What Is Forex?
Forex is an acronym for the Foreign Exchange Market and is sometimes referred to as the FX market. The term is used to describe the exchange of one country’s currency into the currency of another country. Unlike stocks which are traded on a central exchange like the New York Stock Exchange, foreign currencies are not traded on a central exchange. Instead they are traded by governments, multi-national corporations, individuals, banks and other financial institutions. The FX market place processes transactions that have a value worth more than one and a half million dollars daily.
The trading of foreign currencies is necessary so that companies and countries can complete business transactions in another country using the currency in that local country. The FX market was created to help companies as well as others to complete the conversion of currency. This allowed them to be able to trade internationally. Trades are completed by buying a set amount of currency in one denomination while paying for it with currency in another denomination. The trades are called pairs because you are pairing one currency that you are buying with another currency that is used to pay for the purchase.
Let me give you an example of how this works. A multinational company like Wal-Mart or McDonalds may have a product produced in China or in any country. They have to pay for this product in Chinese Yuan which is the local currency in China. This product is then shipped to Japan where it is sold in a retail store. Wal-Mart receives payment in Japanese Yen which is the local currency. This money needs to be converted eventually to American dollars since Wal-Mart is an American corporation. Wal-Mart would use the FX market to handle the currency conversion throughout this transaction as the product moved from country to country.

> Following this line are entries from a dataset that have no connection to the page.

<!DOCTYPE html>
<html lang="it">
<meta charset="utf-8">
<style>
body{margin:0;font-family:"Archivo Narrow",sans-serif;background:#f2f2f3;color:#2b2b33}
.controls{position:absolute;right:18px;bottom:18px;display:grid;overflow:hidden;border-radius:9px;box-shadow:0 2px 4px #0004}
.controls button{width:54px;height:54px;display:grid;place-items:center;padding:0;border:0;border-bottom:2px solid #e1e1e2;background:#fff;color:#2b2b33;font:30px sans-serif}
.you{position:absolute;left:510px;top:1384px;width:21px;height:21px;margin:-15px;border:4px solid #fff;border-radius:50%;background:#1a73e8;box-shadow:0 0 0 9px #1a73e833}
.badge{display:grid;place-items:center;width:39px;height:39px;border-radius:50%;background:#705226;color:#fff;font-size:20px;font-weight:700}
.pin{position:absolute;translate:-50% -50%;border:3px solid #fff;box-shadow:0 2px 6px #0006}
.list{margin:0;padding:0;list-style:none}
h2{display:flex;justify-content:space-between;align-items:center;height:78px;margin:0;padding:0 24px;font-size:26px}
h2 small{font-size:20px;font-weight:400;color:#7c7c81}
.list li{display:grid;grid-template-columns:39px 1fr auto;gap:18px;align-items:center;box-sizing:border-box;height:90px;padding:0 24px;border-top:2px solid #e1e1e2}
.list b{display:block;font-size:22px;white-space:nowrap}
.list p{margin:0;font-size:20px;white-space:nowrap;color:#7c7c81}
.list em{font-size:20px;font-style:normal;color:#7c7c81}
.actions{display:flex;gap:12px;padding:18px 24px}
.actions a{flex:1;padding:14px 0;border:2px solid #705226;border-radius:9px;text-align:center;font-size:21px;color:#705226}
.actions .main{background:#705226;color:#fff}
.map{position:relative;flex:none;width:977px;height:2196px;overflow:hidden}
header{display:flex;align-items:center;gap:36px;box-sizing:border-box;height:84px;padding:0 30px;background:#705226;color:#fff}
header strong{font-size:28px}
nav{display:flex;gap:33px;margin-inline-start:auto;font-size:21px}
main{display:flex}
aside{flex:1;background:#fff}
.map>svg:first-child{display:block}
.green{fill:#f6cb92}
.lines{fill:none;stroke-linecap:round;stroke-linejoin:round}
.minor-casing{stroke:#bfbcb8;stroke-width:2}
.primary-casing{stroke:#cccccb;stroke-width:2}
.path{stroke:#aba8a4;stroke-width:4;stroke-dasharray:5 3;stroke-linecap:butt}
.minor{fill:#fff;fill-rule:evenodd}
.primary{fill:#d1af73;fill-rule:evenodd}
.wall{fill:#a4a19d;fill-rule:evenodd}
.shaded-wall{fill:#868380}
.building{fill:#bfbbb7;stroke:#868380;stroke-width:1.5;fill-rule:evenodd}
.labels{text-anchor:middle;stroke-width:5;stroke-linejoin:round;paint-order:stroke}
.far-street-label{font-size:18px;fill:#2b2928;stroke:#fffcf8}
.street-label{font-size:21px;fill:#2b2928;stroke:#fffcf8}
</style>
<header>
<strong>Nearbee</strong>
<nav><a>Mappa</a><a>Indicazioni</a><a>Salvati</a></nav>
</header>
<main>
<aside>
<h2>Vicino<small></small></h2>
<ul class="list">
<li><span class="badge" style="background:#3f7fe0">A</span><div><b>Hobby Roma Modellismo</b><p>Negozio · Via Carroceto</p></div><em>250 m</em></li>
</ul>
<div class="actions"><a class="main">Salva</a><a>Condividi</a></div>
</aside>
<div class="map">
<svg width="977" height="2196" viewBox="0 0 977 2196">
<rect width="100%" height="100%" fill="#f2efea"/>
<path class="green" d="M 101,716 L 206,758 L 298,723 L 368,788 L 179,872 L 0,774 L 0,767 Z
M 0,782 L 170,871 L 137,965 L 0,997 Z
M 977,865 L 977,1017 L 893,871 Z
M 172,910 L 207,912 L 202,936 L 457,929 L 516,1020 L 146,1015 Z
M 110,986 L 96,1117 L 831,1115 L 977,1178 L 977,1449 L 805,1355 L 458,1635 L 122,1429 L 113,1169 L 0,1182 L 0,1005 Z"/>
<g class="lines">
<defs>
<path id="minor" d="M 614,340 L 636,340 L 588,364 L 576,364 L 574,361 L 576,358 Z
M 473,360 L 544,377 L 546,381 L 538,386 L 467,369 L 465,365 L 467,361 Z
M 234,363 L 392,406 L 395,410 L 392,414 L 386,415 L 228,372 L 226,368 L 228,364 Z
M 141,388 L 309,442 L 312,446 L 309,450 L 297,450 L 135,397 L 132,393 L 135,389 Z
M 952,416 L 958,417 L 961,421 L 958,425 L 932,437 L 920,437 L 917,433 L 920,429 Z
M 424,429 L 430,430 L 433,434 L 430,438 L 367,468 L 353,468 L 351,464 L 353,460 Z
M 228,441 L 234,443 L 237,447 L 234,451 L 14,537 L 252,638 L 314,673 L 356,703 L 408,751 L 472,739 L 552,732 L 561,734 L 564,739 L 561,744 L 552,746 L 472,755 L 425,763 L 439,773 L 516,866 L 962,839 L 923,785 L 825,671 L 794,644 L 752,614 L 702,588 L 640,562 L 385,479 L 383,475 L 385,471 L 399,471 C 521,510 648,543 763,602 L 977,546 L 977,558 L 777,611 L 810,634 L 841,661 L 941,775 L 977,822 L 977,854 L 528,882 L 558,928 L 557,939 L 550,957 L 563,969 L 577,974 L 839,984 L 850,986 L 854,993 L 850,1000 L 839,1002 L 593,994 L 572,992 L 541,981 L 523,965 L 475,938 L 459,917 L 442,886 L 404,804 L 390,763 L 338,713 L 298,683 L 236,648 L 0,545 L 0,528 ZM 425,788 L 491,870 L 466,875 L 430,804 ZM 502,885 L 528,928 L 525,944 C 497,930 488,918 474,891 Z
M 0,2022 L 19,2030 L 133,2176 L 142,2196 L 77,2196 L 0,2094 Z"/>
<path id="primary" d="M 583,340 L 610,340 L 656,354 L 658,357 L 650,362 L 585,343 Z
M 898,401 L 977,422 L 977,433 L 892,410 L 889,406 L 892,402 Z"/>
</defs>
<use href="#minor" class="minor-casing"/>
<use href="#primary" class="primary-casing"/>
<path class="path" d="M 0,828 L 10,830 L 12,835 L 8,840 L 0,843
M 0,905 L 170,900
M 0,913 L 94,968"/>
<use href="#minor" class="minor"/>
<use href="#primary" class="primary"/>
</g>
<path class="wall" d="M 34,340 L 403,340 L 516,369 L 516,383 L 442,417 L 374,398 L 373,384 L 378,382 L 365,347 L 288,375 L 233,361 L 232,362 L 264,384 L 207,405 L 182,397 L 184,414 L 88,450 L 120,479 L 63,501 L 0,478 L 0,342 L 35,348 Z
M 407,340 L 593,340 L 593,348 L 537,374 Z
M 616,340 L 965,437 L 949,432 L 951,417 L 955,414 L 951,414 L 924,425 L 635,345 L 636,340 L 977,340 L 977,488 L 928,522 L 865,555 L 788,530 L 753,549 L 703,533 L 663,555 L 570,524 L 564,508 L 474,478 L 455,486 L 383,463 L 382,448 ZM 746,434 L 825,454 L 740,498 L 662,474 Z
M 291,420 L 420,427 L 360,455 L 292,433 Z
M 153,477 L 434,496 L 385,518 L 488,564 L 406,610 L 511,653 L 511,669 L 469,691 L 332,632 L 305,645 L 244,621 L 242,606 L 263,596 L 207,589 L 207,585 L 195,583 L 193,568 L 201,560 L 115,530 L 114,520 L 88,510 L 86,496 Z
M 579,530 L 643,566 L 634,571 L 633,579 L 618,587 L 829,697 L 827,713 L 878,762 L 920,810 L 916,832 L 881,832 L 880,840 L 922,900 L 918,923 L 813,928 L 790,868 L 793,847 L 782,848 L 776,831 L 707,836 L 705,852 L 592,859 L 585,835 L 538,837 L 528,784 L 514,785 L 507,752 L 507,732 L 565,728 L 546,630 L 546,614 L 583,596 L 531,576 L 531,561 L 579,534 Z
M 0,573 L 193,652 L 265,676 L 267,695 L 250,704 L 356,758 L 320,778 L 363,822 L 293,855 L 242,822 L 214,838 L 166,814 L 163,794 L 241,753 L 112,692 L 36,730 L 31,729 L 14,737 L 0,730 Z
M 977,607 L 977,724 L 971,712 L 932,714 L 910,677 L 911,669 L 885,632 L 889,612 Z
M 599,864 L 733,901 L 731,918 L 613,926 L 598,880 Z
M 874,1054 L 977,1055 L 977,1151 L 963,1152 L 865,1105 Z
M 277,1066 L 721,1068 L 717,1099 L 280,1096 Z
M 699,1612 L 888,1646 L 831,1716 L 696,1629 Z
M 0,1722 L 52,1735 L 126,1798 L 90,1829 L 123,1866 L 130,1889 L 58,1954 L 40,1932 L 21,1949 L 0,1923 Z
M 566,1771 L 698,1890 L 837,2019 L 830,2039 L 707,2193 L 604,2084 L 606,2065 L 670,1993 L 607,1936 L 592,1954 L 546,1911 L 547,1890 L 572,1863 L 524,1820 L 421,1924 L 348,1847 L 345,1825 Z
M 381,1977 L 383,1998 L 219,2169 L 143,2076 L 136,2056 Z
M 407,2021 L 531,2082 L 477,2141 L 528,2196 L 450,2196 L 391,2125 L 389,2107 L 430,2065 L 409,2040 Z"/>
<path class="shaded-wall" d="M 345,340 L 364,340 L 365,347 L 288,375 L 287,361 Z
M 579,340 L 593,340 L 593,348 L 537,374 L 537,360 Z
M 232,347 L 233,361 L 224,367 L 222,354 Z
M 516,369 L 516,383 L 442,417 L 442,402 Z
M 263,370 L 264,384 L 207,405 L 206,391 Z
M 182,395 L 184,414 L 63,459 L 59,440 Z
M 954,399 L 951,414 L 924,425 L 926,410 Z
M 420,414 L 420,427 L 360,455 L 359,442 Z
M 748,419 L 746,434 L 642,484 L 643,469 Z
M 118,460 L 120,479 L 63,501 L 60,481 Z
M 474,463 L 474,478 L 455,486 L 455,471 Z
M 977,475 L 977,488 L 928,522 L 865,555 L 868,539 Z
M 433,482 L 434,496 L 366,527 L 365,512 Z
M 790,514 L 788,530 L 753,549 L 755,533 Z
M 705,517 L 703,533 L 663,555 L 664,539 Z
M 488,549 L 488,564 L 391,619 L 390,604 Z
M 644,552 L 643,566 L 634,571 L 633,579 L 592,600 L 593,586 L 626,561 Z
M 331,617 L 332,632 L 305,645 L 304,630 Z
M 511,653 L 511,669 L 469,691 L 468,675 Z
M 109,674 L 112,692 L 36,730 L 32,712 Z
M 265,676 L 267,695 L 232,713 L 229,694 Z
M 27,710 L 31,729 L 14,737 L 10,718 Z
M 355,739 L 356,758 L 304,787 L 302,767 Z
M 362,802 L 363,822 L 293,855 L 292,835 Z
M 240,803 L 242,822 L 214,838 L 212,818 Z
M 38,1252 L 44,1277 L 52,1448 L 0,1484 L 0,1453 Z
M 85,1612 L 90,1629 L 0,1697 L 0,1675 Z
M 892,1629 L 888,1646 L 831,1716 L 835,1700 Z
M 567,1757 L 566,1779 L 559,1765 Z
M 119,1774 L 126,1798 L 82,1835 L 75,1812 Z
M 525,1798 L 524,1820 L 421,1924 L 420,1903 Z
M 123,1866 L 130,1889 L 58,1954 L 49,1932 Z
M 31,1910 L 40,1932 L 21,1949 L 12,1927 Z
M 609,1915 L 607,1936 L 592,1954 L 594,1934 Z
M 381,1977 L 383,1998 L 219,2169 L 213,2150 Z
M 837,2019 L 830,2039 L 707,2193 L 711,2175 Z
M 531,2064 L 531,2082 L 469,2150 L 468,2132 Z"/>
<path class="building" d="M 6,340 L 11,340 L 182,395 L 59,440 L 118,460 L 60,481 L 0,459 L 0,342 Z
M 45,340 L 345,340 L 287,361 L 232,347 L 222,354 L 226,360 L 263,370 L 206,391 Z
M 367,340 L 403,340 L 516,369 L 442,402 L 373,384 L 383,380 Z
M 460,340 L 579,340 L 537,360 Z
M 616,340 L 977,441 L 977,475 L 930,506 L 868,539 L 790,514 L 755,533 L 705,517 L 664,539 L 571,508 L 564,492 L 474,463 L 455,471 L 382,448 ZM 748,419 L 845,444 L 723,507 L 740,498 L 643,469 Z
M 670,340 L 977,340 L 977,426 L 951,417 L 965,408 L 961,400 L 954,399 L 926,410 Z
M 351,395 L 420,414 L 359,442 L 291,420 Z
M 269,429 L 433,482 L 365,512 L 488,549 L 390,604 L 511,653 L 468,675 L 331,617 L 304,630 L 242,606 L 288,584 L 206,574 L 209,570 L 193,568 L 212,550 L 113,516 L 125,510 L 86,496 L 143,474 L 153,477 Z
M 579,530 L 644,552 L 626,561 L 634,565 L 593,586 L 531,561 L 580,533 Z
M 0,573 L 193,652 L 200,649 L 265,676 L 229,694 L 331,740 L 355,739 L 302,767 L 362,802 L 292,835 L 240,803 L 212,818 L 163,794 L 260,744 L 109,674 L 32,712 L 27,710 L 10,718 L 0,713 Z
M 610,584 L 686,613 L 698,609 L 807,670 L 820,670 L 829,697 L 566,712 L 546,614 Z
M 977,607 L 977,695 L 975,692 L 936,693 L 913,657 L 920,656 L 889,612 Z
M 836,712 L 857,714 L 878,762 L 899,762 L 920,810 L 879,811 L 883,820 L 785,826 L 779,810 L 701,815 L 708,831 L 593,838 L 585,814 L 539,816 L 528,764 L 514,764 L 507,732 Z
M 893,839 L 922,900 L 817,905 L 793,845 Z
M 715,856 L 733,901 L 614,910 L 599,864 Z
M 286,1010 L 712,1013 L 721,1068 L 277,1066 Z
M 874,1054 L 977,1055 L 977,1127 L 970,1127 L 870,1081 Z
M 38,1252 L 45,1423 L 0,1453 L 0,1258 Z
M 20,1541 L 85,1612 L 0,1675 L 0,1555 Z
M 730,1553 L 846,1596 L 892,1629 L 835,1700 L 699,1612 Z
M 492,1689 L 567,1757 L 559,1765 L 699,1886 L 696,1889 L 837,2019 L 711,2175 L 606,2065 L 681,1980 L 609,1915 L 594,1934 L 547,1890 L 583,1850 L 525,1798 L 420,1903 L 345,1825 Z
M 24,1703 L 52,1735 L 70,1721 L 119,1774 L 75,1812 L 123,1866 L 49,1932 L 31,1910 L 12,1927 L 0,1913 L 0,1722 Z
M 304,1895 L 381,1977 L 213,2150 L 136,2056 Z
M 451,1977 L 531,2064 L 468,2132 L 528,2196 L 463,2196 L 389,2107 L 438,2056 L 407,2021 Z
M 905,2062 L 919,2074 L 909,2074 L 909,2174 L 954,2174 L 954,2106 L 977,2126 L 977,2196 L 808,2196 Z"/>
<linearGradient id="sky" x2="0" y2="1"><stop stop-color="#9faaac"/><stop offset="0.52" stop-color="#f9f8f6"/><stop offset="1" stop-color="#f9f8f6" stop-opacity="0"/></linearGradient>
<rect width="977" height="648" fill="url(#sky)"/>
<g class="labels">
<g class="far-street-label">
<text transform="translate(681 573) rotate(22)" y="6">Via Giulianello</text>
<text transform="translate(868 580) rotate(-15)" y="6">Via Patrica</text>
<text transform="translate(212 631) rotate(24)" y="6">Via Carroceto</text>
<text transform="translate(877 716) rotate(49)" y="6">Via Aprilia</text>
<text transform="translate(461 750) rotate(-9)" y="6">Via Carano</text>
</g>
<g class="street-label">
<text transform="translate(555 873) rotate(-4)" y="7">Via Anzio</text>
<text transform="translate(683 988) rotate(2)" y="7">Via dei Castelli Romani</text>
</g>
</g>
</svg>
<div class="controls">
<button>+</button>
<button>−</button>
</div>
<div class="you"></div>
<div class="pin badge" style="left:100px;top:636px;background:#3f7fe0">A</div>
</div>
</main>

In the past the trading of foreign currency was limited to governments and large financial institutions. When countries went away from the gold standard, access to the market for foreign currency was open to anyone. With the advent of the Internet anyone can trade currency on the FX market place. The only requirements to trade on the FX market are to open a Forex account with a brokerage company and to have computer connected to the Internet. The barriers to entry for Forex trading are very low which allows anyone with a computer with Internet access to trade on the FX market place.